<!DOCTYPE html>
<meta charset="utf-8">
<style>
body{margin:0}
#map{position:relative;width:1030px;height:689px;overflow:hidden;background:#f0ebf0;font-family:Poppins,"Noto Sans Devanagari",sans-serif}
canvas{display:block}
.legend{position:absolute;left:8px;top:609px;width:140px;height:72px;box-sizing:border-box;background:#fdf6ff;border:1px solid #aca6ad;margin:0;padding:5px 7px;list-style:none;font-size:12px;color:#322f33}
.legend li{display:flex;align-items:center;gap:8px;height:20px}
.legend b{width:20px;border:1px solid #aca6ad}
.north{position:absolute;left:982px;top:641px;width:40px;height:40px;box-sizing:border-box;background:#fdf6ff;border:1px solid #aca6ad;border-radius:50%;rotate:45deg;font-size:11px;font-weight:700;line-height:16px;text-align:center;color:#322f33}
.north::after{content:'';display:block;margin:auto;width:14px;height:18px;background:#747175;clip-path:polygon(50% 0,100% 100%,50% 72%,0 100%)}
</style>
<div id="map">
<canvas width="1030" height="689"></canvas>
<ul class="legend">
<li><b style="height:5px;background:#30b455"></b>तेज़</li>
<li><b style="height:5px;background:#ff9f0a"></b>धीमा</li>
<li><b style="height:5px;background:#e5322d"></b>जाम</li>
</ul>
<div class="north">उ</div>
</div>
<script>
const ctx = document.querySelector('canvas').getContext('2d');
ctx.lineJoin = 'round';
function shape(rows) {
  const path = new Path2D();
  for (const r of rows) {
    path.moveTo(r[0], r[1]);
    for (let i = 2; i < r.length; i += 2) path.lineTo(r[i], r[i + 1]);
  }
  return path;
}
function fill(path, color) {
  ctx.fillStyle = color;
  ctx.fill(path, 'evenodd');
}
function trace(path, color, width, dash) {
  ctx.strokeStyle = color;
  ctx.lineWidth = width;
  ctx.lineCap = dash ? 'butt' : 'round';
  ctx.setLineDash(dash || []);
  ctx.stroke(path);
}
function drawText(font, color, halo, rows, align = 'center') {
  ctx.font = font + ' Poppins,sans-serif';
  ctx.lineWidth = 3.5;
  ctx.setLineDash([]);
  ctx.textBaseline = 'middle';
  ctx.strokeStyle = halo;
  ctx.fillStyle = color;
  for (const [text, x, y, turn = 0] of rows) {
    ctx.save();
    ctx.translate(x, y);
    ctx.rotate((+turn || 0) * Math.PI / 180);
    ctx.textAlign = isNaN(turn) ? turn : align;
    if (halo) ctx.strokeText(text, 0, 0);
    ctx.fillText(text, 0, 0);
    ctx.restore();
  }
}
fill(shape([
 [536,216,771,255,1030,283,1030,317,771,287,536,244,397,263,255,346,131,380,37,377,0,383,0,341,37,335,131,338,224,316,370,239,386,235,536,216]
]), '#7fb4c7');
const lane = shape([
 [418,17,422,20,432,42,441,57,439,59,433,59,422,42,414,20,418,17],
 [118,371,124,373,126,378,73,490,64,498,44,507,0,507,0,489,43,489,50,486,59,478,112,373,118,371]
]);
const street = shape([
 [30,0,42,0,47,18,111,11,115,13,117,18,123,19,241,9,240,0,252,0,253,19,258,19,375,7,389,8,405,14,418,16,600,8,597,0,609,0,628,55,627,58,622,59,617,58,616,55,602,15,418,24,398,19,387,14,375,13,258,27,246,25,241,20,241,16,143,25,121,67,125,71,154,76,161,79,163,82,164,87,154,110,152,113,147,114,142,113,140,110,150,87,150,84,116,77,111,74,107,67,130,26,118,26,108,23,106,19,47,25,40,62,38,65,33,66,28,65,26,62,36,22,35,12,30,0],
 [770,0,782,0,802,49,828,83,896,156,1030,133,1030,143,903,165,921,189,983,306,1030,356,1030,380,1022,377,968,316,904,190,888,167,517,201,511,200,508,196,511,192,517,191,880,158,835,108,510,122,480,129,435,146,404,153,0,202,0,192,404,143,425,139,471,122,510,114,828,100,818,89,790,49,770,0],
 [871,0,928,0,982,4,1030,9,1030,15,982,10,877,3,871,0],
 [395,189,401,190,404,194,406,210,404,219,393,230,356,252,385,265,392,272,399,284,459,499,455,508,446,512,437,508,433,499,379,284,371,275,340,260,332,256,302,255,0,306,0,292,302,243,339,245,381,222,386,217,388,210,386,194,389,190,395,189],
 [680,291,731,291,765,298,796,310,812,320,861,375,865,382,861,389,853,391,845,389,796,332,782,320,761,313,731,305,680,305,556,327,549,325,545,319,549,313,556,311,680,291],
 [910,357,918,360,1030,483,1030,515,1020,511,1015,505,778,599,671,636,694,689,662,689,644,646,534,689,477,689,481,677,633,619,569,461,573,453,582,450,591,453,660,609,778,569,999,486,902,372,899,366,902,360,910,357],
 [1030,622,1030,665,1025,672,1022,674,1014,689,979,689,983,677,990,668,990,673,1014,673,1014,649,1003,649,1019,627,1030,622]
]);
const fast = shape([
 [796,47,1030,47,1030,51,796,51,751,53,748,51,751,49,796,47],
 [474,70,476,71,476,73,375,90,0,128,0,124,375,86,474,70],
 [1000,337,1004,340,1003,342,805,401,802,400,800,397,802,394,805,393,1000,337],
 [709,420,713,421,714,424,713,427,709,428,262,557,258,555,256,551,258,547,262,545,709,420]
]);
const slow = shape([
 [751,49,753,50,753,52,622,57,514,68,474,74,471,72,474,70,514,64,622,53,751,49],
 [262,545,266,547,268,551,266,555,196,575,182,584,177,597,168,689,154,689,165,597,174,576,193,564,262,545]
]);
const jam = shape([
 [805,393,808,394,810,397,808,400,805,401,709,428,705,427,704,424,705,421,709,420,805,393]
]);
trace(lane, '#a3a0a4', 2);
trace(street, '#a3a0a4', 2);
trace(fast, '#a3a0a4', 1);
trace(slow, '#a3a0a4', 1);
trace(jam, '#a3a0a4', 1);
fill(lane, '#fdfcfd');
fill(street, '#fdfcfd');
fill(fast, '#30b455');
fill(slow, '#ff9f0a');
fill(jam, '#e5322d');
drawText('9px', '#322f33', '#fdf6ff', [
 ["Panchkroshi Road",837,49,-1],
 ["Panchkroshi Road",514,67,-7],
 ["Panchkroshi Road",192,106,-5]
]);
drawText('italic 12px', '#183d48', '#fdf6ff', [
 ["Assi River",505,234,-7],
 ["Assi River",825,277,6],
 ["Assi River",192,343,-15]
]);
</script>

◆ **AIM OF THE EXERCISE**: Say how many lines of the listing above contain "setLineDash", giving nothing but the number.

◆ **TASK SOLUTION**: 2